Finite element analysis of different reconstruction methods of coracoclavicular ligament for acromioclavicular joint dislocation.
10.12200/j.issn.1003-0034.2023.06.008
- Author:
Hao CHEN
1
,
2
;
Jia-Hu FANG
3
;
Guo-Yong YIN
3
Author Information
1. Nanjing Medical University, Nanjing 211166, Jiangsu, China
2. Department of Orthopaedics, Nanjing Hospital Affiliated to Nanjing University of Chinese Medicine, Nanjing 210003, Jiangsu, China.
3. Department of Orthopaedics, the First Affiliated Hospital of Nanjing Medical University, Nanjing 210029, Jiangsu, China.

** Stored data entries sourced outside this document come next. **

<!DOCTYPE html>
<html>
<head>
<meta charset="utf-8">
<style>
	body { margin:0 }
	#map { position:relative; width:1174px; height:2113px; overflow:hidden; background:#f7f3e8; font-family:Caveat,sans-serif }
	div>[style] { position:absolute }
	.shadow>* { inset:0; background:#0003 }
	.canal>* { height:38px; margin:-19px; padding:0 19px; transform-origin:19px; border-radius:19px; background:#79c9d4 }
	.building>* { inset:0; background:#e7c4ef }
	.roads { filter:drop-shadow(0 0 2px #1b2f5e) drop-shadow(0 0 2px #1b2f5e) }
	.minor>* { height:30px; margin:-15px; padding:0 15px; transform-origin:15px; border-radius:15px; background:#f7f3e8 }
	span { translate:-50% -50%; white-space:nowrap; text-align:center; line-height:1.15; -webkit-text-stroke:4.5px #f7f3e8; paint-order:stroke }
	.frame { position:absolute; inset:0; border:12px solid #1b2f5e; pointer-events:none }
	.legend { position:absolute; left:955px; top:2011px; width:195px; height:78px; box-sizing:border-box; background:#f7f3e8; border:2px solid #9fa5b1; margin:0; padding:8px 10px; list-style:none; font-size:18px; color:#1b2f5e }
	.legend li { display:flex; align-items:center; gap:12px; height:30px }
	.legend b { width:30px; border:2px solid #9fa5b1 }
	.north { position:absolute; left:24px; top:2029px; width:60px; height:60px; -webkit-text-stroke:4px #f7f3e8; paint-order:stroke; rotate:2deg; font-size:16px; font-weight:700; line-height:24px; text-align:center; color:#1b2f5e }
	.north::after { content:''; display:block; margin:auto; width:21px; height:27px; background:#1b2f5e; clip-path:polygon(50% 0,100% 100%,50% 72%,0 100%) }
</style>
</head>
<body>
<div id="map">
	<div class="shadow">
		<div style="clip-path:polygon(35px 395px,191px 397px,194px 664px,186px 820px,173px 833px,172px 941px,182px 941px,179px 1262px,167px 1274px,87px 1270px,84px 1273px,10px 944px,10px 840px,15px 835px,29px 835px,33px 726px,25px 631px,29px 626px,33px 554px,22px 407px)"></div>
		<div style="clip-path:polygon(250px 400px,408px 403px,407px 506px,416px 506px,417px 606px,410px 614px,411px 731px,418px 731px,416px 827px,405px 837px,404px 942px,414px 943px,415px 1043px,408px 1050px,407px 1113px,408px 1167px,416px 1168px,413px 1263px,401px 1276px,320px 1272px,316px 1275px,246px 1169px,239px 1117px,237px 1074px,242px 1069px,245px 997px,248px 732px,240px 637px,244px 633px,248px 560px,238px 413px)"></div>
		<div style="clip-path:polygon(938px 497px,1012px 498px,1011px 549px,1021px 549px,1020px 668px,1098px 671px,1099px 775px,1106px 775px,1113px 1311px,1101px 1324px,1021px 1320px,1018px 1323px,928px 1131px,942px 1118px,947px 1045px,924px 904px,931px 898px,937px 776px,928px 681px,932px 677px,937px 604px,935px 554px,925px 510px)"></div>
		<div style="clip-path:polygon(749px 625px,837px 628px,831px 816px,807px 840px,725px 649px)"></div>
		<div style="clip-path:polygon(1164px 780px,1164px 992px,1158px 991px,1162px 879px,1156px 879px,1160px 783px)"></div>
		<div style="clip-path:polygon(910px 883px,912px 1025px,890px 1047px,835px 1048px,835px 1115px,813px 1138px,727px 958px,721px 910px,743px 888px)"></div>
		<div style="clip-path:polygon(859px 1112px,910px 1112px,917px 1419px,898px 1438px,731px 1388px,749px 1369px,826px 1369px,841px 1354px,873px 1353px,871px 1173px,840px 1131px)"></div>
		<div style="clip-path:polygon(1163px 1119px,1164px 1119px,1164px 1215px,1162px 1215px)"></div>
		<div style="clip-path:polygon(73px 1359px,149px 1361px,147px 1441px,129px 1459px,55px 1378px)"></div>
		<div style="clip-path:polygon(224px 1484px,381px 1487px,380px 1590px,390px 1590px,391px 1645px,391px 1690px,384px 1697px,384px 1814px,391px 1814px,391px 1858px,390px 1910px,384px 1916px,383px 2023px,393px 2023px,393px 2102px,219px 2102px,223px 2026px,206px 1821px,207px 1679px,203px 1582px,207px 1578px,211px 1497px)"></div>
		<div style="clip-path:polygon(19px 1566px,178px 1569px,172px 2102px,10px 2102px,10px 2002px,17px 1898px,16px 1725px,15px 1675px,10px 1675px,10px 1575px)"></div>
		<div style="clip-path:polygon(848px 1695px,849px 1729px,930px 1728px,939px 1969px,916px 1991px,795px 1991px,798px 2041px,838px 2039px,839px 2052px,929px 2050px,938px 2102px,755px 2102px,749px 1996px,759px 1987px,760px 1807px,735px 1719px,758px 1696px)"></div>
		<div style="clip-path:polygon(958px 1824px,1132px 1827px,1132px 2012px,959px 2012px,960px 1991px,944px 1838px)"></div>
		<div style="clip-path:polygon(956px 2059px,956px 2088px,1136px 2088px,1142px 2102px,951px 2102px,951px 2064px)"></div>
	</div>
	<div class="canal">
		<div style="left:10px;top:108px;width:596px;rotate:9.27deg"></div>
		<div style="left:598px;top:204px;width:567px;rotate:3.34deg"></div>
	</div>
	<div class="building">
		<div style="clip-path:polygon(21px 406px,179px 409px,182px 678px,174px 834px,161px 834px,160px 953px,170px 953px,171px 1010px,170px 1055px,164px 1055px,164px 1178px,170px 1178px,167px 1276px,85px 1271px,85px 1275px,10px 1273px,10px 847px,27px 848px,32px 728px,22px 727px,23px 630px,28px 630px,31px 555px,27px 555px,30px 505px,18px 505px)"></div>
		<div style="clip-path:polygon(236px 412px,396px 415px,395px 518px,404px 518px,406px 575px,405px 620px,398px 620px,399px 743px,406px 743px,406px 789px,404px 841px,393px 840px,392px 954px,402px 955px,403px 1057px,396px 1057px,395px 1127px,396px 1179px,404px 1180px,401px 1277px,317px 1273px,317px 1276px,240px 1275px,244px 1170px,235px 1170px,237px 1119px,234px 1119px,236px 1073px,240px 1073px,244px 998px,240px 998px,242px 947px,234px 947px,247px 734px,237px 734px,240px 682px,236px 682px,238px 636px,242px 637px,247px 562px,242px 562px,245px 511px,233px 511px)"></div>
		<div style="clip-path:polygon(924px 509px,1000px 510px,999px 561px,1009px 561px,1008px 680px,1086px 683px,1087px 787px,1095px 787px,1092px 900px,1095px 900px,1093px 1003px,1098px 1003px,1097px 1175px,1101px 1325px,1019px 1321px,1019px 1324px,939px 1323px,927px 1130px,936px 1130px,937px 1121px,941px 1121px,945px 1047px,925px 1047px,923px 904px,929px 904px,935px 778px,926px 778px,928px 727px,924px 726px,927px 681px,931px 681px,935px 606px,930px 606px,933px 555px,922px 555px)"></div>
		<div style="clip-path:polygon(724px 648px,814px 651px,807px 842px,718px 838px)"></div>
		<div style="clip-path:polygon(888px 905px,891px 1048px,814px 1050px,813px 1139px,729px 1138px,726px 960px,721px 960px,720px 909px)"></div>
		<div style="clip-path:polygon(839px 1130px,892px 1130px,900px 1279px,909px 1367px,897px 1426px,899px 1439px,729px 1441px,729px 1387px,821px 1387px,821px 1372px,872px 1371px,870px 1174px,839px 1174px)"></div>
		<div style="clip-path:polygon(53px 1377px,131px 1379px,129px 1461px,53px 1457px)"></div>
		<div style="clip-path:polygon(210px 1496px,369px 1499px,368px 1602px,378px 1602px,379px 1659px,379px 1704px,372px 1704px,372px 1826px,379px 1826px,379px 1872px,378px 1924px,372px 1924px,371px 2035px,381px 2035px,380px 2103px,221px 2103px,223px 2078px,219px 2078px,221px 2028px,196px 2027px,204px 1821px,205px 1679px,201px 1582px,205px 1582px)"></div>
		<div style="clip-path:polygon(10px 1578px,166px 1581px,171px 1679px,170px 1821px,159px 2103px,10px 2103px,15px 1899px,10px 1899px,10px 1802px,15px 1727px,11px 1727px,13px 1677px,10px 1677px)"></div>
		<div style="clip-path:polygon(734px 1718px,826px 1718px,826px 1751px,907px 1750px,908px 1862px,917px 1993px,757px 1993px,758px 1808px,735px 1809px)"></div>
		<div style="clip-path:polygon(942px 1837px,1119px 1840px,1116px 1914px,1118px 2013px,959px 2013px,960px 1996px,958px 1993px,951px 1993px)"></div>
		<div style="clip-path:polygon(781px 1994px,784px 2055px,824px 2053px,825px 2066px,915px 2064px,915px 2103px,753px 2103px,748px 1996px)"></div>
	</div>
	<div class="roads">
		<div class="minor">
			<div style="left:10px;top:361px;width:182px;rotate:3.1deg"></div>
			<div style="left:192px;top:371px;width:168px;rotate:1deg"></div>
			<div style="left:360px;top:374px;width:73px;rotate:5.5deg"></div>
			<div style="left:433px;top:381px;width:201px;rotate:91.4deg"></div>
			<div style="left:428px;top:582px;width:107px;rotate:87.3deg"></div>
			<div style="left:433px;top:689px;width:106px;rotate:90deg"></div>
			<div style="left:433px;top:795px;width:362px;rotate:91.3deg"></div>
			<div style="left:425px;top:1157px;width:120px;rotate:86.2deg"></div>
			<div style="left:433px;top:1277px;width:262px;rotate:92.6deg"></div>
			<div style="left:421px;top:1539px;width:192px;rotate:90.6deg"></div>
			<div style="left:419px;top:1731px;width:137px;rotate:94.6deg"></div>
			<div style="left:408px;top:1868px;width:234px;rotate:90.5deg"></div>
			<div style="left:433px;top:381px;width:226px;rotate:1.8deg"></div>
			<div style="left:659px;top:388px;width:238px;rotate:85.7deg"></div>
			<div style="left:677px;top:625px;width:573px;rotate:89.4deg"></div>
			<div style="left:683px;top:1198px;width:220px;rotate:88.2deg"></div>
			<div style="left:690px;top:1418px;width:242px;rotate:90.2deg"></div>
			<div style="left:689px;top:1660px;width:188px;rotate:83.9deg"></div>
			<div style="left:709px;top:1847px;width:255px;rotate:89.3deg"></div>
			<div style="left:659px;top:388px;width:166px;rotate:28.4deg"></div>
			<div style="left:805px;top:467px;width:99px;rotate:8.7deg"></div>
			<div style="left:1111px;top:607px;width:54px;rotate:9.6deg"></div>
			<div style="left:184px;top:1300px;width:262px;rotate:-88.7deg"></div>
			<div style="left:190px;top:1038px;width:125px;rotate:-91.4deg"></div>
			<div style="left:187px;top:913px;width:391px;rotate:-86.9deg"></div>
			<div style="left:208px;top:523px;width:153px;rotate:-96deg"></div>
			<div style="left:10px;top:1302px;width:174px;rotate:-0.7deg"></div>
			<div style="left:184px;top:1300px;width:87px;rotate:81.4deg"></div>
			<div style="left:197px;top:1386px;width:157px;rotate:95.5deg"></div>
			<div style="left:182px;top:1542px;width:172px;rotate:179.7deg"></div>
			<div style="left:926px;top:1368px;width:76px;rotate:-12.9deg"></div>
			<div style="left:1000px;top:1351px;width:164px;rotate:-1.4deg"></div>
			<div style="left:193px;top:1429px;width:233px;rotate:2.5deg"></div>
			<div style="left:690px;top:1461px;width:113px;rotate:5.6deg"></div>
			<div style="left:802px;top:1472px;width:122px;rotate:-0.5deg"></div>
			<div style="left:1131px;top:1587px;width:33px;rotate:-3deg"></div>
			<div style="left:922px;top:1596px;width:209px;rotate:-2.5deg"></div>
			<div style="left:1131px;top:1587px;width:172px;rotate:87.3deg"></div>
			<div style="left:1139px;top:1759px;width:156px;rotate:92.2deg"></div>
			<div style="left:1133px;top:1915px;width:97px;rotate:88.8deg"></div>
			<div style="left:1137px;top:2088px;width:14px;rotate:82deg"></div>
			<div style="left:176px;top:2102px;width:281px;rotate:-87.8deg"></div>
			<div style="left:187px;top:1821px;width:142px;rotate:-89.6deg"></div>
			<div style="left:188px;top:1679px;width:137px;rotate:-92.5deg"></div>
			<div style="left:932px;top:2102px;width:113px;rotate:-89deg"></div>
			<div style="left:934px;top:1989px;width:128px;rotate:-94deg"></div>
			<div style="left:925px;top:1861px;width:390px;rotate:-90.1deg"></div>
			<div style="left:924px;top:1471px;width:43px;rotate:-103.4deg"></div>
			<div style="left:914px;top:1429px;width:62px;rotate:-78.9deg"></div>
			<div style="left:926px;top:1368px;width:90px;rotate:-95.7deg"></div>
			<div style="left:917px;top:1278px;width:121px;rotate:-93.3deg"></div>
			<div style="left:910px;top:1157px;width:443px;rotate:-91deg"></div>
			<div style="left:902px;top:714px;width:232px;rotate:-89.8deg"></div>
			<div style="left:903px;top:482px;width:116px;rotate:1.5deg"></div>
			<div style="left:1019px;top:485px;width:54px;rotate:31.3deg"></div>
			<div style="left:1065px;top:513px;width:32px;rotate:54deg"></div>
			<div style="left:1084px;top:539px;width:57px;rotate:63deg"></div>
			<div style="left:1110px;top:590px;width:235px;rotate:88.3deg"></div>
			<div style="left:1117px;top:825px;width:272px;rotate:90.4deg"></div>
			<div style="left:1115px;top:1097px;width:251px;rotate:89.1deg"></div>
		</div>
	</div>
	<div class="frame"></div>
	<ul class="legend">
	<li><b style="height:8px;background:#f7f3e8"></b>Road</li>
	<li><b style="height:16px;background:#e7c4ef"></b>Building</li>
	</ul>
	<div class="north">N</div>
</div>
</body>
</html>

- Publication Type:Journal Article
- Keywords:
Acromioclavicular dislocation;
Finite element analysis;
Ligament;
Truly anatomical reconstruction
- MeSH:
Humans;
Adult;
Acromioclavicular Joint/surgery*;
Finite Element Analysis;
Ligaments, Articular/surgery*;
Shoulder Joint/surgery*;
Plastic Surgery Procedures;
Joint Dislocations/surgery*
- From:
China Journal of Orthopaedics and Traumatology
2023;36(6):543-549
- CountryChina
- Language:Chinese
-
Abstract:
OBJECTIVE:This study aims to examine the biomechanical effects of different reconstruction methods, including single-bundle, double-bundle anatomical reconstruction, and double-bundle truly anatomical reconstruction of the coracoclavicular ligament on the acromioclavicular joint using finite element analysis, to provide a theoretical basis for the clinical application of truly anatomical coracoclavicular ligament reconstruction.
METHODS:One volunteer, aged 27 years old, with a height of 178 cm and a weight of 75 kg, was selected for CT scanning of the shoulder joint. Three-dimensional finite element models of single-bundle reconstruction, double-bundle anatomical reconstruction, and double-bundle truly anatomical reconstruction of coracoclavicular ligament were established by using Mimics17.0, Geomagic studio 2012, UG NX 10.0, HyperMesh 14.0 and ABAQUS 6.14 software. The maximum displacement of the middle point of the distal clavicle in the main loading direction and the maximum equivalent stress of the reconstruction device under different loading conditions were recorded and compared.
RESULTS:The maximum forward displacement and the maximum backward displacement of the middle point of the distal clavicle in the double-bundle truly anatomic reconstruction were the lowest, which were 7.76 mm and 7.27 mm respectively. When an upward load was applied, the maximum displacement of the distal clavicle midpoint in the double-beam anatomic reconstruction was the lowest, which was 5.12 mm. Applying three different loads forward, backward, and upward, the maximum equivalent stress of the reconstruction devices in the double-beam reconstruction was lower than that in the single-beam reconstruction. The maximum equivalent stress of the trapezoid ligament reconstruction device in the double-bundle truly anatomical reconstruction was lower than that in the double-bundle anatomical reconstruction, which was 73.29 MPa, but the maximum equivalent stress of the conoid ligament reconstruction device was higher than that of the double-bundle anatomical reconstruction.
CONCLUSION:The truly anatomical reconstruction of coracoclavicular ligament can improve the horizontal stability of acromioclavicular joint and reduce the stress of the trapezoid ligament reconstruction device. It can be a good method for the treatment of acromioclavicular joint dislocation.